Standing on the corner of North Broadway and West Valley Parkway, several speakers said the deaths of Nichols and Anderson point to a need for change in the culture and practices of law enforcement that result in violence, especially against Black men. Both Nichols and Anderson were Black.

The Rev. Sharon Wylie of Chalice Unitarian Universalist Congregation in Escondido recalled the protests across the nation after the murder of George Floyd by police in Minneapolis in May 2020.

“Three years later, we’re in danger of becoming numb to the persistence of police brutality,” Wylie said. “At times like this it can feel like too little has changed, and that change is coming too slowly.”

But demands for police reform must continue, Wylie said.
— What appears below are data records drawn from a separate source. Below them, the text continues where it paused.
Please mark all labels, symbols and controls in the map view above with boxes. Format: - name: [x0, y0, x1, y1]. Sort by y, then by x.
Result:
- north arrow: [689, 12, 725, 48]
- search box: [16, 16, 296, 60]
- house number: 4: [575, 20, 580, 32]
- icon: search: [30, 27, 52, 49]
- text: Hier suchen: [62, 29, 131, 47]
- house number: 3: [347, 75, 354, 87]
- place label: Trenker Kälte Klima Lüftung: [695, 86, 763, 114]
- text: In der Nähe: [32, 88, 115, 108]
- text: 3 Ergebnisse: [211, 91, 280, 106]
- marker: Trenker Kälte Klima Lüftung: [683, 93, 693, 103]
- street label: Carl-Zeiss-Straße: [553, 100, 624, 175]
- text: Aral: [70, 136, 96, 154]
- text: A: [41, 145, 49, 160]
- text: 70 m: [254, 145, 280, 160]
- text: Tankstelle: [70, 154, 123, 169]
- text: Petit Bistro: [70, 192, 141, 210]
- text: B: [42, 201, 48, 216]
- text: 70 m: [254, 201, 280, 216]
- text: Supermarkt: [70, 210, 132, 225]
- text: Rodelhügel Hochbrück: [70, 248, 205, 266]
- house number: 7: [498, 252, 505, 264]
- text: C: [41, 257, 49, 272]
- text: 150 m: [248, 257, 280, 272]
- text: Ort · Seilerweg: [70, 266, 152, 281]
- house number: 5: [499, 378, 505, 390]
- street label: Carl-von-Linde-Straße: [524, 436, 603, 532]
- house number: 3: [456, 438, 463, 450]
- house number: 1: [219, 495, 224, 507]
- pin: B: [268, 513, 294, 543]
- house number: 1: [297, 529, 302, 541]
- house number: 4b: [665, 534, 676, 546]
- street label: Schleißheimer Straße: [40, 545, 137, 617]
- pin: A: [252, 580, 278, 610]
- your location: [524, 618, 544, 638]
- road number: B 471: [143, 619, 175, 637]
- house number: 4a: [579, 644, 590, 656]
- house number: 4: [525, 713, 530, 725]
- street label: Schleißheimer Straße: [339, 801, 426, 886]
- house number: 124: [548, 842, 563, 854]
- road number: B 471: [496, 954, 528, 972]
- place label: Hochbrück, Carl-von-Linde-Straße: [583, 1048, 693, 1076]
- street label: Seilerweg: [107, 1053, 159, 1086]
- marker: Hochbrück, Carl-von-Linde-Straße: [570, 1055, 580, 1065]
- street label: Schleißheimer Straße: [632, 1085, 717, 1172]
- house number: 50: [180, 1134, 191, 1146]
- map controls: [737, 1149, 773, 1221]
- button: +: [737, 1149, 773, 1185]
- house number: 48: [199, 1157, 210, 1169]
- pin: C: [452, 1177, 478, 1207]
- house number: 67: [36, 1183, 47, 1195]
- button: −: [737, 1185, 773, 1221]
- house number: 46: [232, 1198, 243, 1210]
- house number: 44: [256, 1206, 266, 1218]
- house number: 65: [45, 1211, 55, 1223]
Several speakers said the issue is not a lack of diversity among police officers but rather a culture of law enforcement they say lacks accountability.

Although the officers charged in Nichols’ death are Black, “what we know is that the blue of that uniform meant more to them than the Black of their skin,” said Mali Woods-Drake, president of Encinitas 4 Equality. “And the problem lies in the blue of that uniform.”

Yusef Miller, of the North County Equity and Justice Coalition, called for an end to qualified immunity, a legal doctrine that generally protects government employees, including police officers, from lawsuits unless they violated clearly established statutory or constitutional law.

“The qualified immunity makes it so that law enforcement (feel) they have armor on that cannot be penetrated,” Miller said. “Once they fear for their career, they fear for their financial situation, then maybe — maybe — they’ll start changing some of their actions on the streets.”

The protest was the latest in San Diego County. On Friday, about 50 protesters gathered outside the County Administration Center in downtown San Diego to decry Nichols’ death. That was one of several across the country, just hours after authorities in Memphis released video footage of the beating death of Nichols.